== Segment start ==

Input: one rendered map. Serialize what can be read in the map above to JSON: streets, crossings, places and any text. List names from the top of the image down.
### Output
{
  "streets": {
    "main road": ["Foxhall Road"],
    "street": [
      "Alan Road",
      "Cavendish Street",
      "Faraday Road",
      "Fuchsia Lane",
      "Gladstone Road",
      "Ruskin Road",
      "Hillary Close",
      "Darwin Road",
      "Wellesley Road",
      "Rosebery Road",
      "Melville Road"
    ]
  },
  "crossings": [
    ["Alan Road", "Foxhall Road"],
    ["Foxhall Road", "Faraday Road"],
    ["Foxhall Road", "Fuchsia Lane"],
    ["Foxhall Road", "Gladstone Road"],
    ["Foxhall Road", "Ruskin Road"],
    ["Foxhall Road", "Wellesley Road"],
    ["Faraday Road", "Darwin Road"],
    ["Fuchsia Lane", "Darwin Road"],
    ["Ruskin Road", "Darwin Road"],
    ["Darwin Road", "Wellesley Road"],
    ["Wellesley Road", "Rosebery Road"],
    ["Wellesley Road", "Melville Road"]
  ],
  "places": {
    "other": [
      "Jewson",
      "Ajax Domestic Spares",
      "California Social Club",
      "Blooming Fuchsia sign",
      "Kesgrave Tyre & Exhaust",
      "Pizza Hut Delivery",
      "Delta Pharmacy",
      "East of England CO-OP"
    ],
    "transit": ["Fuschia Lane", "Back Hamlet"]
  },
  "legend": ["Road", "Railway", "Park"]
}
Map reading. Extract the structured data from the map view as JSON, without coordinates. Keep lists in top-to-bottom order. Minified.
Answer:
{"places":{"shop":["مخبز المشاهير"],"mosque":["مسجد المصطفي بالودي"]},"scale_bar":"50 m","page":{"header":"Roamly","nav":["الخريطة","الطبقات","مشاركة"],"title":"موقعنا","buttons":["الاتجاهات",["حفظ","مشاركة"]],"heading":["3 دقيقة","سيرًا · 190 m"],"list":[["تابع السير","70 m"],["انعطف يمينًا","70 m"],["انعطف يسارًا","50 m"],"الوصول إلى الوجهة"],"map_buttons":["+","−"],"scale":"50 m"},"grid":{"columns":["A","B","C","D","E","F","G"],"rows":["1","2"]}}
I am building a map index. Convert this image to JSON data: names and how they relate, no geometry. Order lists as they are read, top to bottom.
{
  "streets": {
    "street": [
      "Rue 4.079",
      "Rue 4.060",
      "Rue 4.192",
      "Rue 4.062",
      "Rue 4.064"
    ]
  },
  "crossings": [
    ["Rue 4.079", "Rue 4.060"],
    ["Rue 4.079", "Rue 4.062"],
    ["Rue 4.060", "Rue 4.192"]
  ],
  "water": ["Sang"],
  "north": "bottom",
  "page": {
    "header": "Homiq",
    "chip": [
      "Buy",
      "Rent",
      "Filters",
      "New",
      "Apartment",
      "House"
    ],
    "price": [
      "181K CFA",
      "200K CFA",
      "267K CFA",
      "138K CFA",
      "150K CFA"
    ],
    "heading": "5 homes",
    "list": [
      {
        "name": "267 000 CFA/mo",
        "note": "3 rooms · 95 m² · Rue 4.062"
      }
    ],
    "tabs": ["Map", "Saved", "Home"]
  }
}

== Segment end ==

All of the material should appear again, reproduced word for word.

# ANSWER SPACE
Input: one rendered map. Serialize what can be read in the map above to JSON: streets, crossings, places and any text. List names from the top of the image down.
### Output
{
  "streets": {
    "main road": ["Foxhall Road"],
    "street": [
      "Alan Road",
      "Cavendish Street",
      "Faraday Road",
      "Fuchsia Lane",
      "Gladstone Road",
      "Ruskin Road",
      "Hillary Close",
      "Darwin Road",
      "Wellesley Road",
      "Rosebery Road",
      "Melville Road"
    ]
  },
  "crossings": [
    ["Alan Road", "Foxhall Road"],
    ["Foxhall Road", "Faraday Road"],
    ["Foxhall Road", "Fuchsia Lane"],
    ["Foxhall Road", "Gladstone Road"],
    ["Foxhall Road", "Ruskin Road"],
    ["Foxhall Road", "Wellesley Road"],
    ["Faraday Road", "Darwin Road"],
    ["Fuchsia Lane", "Darwin Road"],
    ["Ruskin Road", "Darwin Road"],
    ["Darwin Road", "Wellesley Road"],
    ["Wellesley Road", "Rosebery Road"],
    ["Wellesley Road", "Melville Road"]
  ],
  "places": {
    "other": [
      "Jewson",
      "Ajax Domestic Spares",
      "California Social Club",
      "Blooming Fuchsia sign",
      "Kesgrave Tyre & Exhaust",
      "Pizza Hut Delivery",
      "Delta Pharmacy",
      "East of England CO-OP"
    ],
    "transit": ["Fuschia Lane", "Back Hamlet"]
  },
  "legend": ["Road", "Railway", "Park"]
}
Map reading. Extract the structured data from the map view as JSON, without coordinates. Keep lists in top-to-bottom order. Minified.
Answer:
{"places":{"shop":["مخبز المشاهير"],"mosque":["مسجد المصطفي بالودي"]},"scale_bar":"50 m","page":{"header":"Roamly","nav":["الخريطة","الطبقات","مشاركة"],"title":"موقعنا","buttons":["الاتجاهات",["حفظ","مشاركة"]],"heading":["3 دقيقة","سيرًا · 190 m"],"list":[["تابع السير","70 m"],["انعطف يمينًا","70 m"],["انعطف يسارًا","50 m"],"الوصول إلى الوجهة"],"map_buttons":["+","−"],"scale":"50 m"},"grid":{"columns":["A","B","C","D","E","F","G"],"rows":["1","2"]}}
I am building a map index. Convert this image to JSON data: names and how they relate, no geometry. Order lists as they are read, top to bottom.
{
  "streets": {
    "street": [
      "Rue 4.079",
      "Rue 4.060",
      "Rue 4.192",
      "Rue 4.062",
      "Rue 4.064"
    ]
  },
  "crossings": [
    ["Rue 4.079", "Rue 4.060"],
    ["Rue 4.079", "Rue 4.062"],
    ["Rue 4.060", "Rue 4.192"]
  ],
  "water": ["Sang"],
  "north": "bottom",
  "page": {
    "header": "Homiq",
    "chip": [
      "Buy",
      "Rent",
      "Filters",
      "New",
      "Apartment",
      "House"
    ],
    "price": [
      "181K CFA",
      "200K CFA",
      "267K CFA",
      "138K CFA",
      "150K CFA"
    ],
    "heading": "5 homes",
    "list": [
      {
        "name": "267 000 CFA/mo",
        "note": "3 rooms · 95 m² · Rue 4.062"
      }
    ],
    "tabs": ["Map", "Saved", "Home"]
  }
}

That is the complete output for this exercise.